WORK TO BE COMPLETED: Which lines of the data below include the string "bottom"? Return each of them.

PROVIDED DATA:
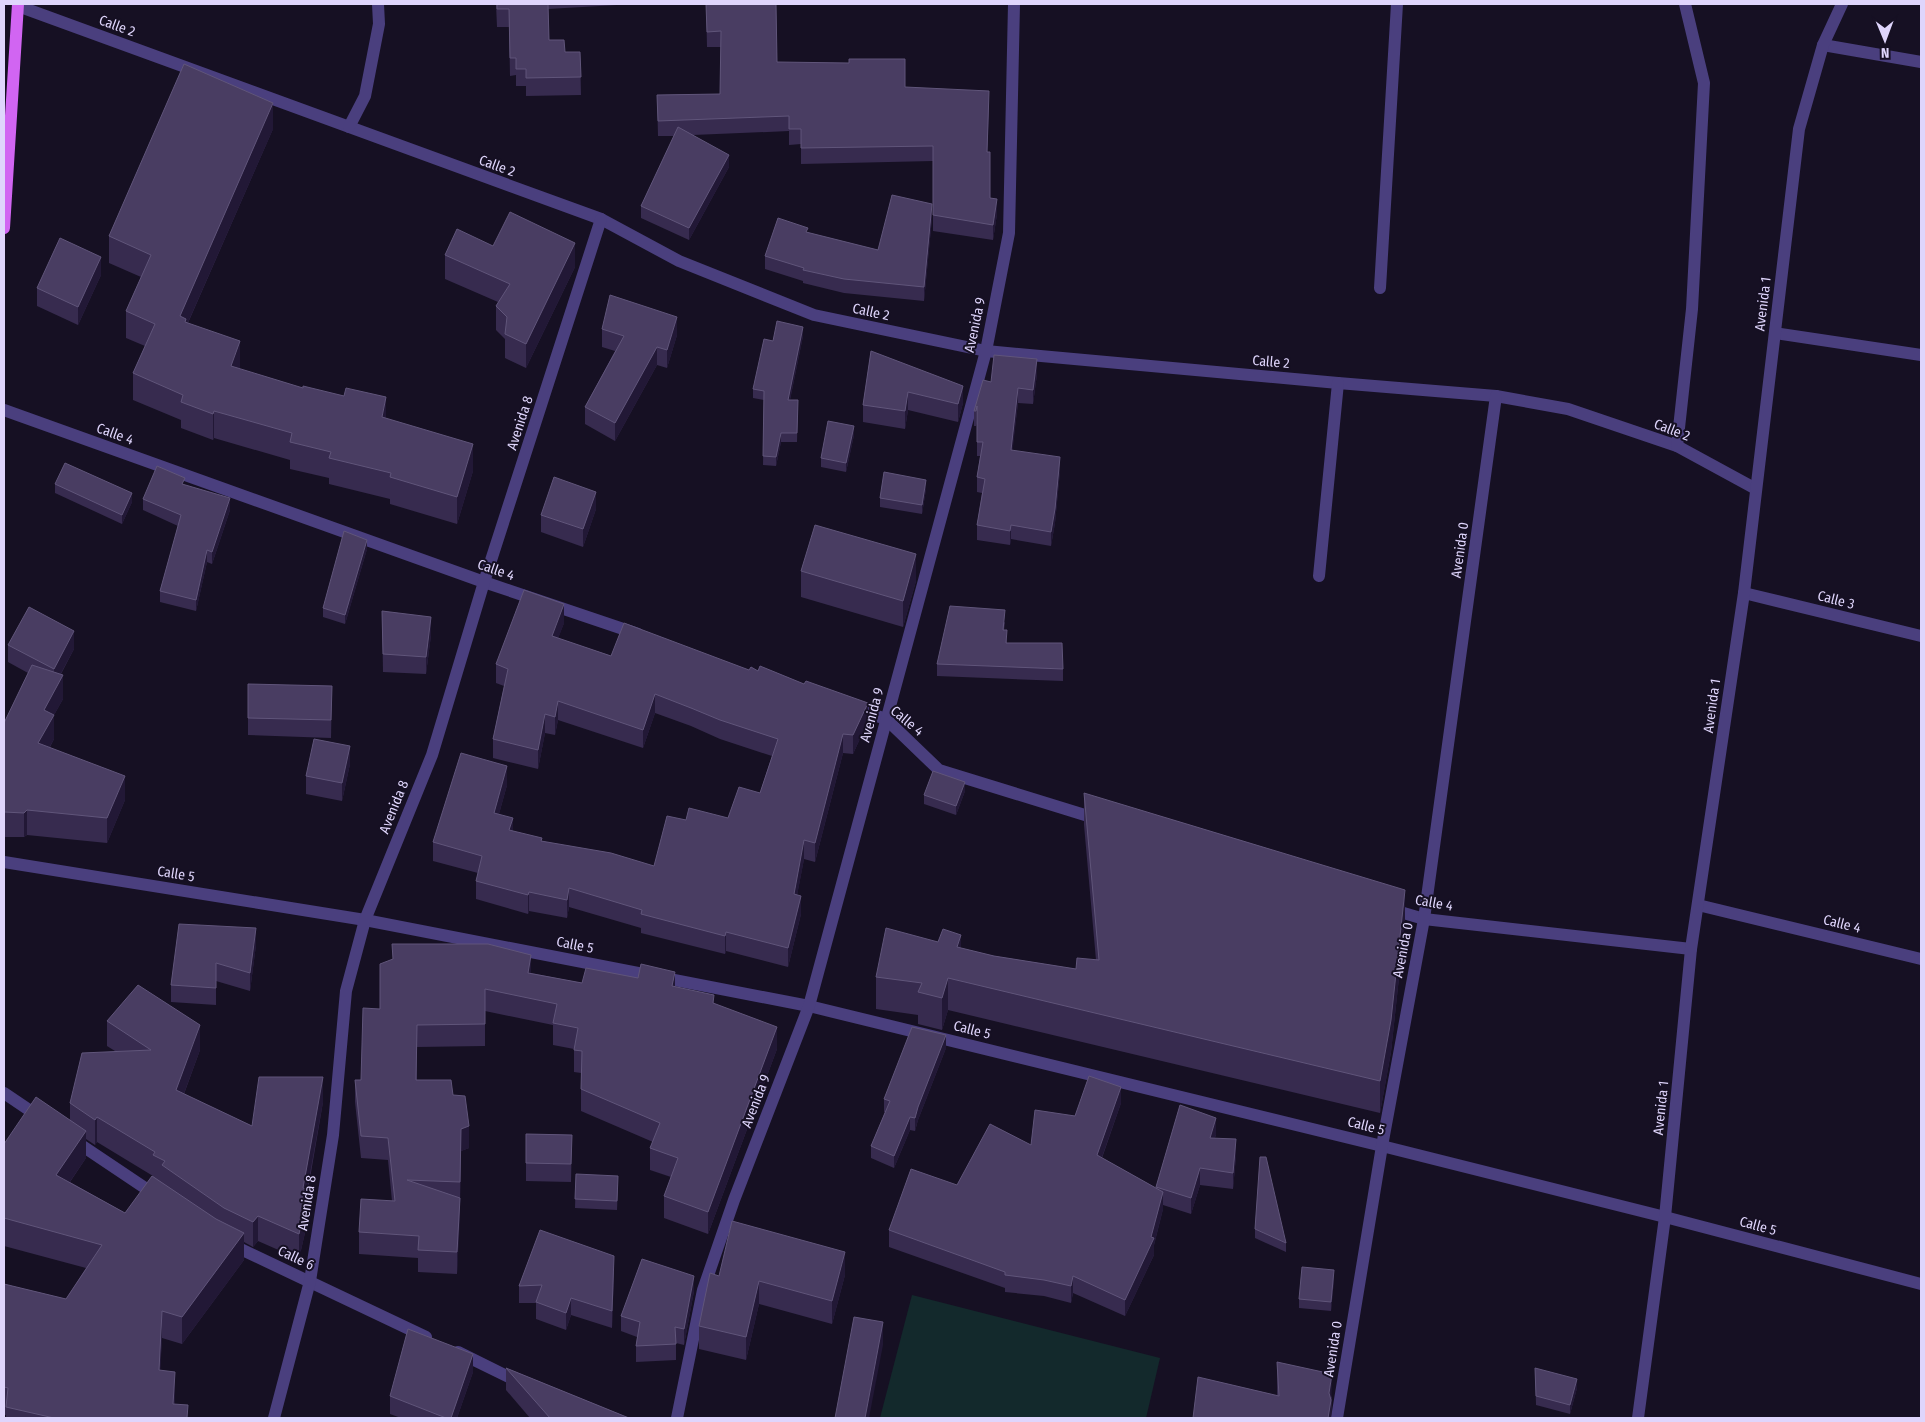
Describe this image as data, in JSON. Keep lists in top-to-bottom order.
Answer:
{
  "streets": {
    "street": [
      "Calle 2",
      "Avenida 1",
      "Avenida 9",
      "Avenida 8",
      "Calle 4",
      "Avenida 0",
      "Calle 3",
      "Calle 5",
      "Calle 6"
    ]
  },
  "crossings": [
    ["Calle 2", "Avenida 1"],
    ["Calle 2", "Avenida 9"],
    ["Calle 2", "Avenida 8"],
    ["Calle 2", "Avenida 0"],
    ["Avenida 1", "Calle 4"],
    ["Avenida 1", "Calle 3"],
    ["Avenida 1", "Calle 5"],
    ["Avenida 9", "Calle 4"],
    ["Avenida 9", "Calle 5"],
    ["Avenida 8", "Calle 4"],
    ["Avenida 8", "Calle 5"],
    ["Avenida 8", "Calle 6"],
    ["Calle 4", "Avenida 0"],
    ["Avenida 0", "Calle 5"]
  ],
  "north": "bottom"
}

RESPONSE TO THE EXERCISE:
Describe this image as data, in JSON. Keep lists in top-to-bottom order.
  "north": "bottom"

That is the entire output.